[SPARK-34060][SQL][3.0] Fix Hive table caching while updating stats by `ALTER TABLE .. DROP PARTITION` #31126

MaxGekk · 2021-01-11T09:34:45Z

What changes were proposed in this pull request?

Fix canonicalisation of HiveTableRelation by normalisation of CatalogTable, and exclude table stats and temporary fields from the canonicalized plan.

Why are the changes needed?

This fixes the issue demonstrated by the example below:

scala> spark.conf.set("spark.sql.statistics.size.autoUpdate.enabled", true)
scala> sql(s"CREATE TABLE tbl (id int, part int) USING hive PARTITIONED BY (part)")
scala> sql("INSERT INTO tbl PARTITION (part=0) SELECT 0")
scala> sql("INSERT INTO tbl PARTITION (part=1) SELECT 1")
scala> sql("CACHE TABLE tbl")
scala> sql("SELECT * FROM tbl").show(false)
+---+----+
|id |part|
+---+----+
|0  |0   |
|1  |1   |
+---+----+

scala> spark.catalog.isCached("tbl")
scala> sql("ALTER TABLE tbl DROP PARTITION (part=0)")
scala> spark.catalog.isCached("tbl")
res19: Boolean = false

ALTER TABLE .. DROP PARTITION must keep the table in the cache.

Does this PR introduce any user-facing change?

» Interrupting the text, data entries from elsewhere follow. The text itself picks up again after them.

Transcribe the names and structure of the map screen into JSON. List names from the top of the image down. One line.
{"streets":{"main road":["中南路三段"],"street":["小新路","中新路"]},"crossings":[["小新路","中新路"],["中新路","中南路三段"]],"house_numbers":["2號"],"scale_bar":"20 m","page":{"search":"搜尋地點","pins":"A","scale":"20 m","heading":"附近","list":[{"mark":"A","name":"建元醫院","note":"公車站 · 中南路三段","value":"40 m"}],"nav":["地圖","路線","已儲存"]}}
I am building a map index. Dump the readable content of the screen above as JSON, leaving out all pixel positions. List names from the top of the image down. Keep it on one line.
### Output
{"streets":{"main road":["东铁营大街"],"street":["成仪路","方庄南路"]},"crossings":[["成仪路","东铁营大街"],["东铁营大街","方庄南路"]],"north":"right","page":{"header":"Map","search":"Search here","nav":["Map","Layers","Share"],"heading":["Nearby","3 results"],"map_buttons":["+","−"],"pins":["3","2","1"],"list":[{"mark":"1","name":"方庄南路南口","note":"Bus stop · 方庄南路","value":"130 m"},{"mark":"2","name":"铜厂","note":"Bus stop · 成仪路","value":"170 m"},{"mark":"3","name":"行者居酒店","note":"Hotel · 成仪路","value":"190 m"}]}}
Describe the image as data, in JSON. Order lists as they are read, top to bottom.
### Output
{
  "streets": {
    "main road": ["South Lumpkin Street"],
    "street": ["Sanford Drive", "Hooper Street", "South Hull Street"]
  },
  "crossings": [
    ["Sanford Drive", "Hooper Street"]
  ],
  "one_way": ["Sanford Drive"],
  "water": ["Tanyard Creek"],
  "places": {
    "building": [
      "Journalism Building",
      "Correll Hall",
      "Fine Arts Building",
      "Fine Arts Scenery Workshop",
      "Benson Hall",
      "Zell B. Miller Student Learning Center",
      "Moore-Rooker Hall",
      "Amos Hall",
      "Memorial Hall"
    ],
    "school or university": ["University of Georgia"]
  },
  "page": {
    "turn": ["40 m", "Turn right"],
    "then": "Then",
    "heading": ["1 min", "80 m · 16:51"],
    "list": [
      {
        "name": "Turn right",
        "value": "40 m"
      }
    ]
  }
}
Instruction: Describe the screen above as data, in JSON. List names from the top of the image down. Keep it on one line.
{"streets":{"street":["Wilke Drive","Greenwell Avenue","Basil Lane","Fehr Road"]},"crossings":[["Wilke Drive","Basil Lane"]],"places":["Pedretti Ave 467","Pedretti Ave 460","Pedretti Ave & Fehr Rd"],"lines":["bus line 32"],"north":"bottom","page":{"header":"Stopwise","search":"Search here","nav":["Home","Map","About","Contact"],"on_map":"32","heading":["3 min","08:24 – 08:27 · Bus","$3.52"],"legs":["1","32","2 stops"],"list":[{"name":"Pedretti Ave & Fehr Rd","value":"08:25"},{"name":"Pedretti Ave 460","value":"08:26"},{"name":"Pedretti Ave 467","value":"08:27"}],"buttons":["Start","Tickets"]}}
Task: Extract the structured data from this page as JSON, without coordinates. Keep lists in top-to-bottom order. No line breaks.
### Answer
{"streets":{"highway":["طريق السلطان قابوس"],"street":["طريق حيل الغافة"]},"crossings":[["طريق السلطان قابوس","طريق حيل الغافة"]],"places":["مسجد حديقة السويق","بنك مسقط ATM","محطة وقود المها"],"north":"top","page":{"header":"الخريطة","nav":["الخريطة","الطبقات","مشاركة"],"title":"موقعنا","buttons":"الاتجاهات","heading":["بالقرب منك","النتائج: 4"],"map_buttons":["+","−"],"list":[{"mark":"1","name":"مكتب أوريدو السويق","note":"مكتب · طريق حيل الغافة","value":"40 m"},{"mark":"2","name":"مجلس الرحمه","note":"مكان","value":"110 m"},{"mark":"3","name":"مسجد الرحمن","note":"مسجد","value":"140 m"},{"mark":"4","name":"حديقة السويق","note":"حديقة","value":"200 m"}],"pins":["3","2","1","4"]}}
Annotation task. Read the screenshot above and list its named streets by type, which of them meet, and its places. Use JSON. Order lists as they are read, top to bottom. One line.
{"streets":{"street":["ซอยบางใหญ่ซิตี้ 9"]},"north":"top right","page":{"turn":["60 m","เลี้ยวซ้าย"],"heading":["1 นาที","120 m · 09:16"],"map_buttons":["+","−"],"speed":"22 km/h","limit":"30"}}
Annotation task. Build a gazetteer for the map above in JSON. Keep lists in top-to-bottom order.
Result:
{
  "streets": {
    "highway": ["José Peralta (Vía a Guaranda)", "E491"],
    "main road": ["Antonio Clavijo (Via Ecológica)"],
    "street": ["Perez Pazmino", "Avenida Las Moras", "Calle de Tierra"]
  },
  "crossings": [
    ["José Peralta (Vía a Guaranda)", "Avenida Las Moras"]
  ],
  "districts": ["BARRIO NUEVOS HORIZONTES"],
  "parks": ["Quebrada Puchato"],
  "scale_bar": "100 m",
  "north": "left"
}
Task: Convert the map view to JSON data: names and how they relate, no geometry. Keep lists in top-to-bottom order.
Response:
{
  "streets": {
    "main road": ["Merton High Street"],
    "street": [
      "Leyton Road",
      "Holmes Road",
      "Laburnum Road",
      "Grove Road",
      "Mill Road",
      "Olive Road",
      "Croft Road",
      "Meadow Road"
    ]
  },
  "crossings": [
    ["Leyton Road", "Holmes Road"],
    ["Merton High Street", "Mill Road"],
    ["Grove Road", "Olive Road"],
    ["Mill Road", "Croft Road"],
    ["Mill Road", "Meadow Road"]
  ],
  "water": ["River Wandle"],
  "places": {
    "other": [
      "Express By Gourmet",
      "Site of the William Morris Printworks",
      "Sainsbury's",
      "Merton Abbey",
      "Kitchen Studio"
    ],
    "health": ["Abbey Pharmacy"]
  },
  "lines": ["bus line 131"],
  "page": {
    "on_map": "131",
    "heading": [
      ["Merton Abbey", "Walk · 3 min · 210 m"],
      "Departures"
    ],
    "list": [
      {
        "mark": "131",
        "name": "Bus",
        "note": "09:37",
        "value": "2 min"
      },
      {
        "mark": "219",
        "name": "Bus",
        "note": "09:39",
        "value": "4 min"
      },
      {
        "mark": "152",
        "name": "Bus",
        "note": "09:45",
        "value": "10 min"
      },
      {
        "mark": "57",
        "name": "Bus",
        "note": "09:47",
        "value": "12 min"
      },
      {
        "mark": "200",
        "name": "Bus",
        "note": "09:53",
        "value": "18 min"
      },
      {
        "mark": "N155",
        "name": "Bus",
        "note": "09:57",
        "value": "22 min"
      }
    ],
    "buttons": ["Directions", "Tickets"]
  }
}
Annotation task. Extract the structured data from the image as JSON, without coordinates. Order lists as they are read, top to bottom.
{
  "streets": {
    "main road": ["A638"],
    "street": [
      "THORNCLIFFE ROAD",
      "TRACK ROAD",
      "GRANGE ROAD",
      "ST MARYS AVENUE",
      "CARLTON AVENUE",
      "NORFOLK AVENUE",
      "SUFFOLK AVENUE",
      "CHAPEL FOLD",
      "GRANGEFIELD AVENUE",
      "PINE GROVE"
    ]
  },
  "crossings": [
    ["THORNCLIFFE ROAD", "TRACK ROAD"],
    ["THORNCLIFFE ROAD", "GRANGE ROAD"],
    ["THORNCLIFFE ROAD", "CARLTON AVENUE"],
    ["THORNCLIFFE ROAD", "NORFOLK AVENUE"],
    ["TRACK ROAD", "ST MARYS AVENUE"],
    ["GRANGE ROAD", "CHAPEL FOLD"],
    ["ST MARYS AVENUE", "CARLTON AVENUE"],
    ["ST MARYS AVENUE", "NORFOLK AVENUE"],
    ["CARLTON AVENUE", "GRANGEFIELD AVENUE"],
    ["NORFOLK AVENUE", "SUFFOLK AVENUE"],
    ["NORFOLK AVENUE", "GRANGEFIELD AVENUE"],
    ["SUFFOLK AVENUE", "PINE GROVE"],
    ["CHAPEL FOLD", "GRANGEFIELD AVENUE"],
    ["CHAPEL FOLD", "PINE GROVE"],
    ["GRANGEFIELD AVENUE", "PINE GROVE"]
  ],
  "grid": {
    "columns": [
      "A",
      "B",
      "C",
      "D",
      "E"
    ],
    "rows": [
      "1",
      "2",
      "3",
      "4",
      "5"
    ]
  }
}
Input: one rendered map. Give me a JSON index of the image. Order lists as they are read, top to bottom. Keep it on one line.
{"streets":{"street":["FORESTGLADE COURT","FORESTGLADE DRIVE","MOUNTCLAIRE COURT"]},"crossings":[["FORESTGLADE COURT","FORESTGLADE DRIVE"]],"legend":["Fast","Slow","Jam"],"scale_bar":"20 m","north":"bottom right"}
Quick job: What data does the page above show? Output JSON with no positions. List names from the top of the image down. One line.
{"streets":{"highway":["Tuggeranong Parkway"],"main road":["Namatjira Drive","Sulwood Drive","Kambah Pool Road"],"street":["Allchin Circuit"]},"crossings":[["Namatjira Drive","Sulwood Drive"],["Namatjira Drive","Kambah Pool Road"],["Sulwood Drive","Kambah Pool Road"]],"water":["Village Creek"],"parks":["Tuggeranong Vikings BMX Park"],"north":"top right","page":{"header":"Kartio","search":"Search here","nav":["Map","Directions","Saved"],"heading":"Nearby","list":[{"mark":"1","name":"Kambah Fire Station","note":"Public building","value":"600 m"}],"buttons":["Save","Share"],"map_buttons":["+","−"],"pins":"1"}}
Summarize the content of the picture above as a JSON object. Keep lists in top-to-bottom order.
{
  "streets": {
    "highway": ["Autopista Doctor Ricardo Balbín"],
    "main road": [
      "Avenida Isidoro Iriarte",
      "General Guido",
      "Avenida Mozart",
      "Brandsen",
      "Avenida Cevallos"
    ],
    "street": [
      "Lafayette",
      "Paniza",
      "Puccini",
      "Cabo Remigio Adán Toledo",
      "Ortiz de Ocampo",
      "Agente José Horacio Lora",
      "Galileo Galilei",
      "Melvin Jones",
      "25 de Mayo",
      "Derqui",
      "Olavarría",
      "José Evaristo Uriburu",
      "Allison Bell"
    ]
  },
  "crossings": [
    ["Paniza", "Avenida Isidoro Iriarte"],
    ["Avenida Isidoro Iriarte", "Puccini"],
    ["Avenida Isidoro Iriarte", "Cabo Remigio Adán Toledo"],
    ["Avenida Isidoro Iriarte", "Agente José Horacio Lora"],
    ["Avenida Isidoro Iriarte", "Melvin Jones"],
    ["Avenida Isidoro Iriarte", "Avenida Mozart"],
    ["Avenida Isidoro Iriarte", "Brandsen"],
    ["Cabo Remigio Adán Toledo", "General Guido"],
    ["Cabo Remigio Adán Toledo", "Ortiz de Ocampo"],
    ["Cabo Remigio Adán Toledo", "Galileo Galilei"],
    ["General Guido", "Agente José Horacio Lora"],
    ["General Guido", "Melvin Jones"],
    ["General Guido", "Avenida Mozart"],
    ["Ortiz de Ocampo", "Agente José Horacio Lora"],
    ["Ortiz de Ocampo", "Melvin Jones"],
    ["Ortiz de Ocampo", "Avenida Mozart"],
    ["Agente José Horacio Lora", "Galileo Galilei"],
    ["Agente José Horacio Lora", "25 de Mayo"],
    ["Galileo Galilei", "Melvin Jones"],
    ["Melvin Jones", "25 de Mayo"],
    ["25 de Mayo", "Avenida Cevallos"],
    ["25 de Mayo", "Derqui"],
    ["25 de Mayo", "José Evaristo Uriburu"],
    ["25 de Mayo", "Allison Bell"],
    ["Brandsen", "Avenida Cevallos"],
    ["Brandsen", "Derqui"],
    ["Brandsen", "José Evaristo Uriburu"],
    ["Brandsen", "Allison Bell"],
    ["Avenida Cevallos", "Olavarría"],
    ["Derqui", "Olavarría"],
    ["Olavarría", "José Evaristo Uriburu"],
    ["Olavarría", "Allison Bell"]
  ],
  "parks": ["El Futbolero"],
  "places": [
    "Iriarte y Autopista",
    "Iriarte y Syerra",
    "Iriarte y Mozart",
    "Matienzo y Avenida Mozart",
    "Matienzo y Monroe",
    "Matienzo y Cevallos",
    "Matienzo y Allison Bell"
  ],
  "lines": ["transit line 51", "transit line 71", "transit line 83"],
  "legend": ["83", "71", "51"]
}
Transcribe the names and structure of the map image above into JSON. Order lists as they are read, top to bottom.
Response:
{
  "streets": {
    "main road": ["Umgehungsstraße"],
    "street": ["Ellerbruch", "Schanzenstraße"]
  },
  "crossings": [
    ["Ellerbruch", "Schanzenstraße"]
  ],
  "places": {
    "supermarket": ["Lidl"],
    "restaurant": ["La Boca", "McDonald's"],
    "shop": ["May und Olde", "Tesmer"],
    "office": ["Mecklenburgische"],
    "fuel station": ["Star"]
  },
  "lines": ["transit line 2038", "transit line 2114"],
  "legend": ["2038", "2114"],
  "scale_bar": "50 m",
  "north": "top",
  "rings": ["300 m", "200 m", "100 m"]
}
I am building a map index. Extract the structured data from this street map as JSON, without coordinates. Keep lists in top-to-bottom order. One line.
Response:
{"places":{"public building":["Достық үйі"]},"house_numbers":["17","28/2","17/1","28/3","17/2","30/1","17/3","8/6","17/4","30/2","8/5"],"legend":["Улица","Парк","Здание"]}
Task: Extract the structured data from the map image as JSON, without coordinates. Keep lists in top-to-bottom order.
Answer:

Yes. After the changes, the drop partition command keeps the table in the cache while updating table stats:

scala> sql("ALTER TABLE tbl DROP PARTITION (part=0)")
scala> spark.catalog.isCached("tbl")
res19: Boolean = true

How was this patch tested?

By running new UT:

$ build/sbt -Phive-2.3 -Phive-thriftserver "test:testOnly *ShowCreateTableSuite"
$ build/sbt -Phive-2.3 -Phive-thriftserver "test:testOnly *CachedTableSuite"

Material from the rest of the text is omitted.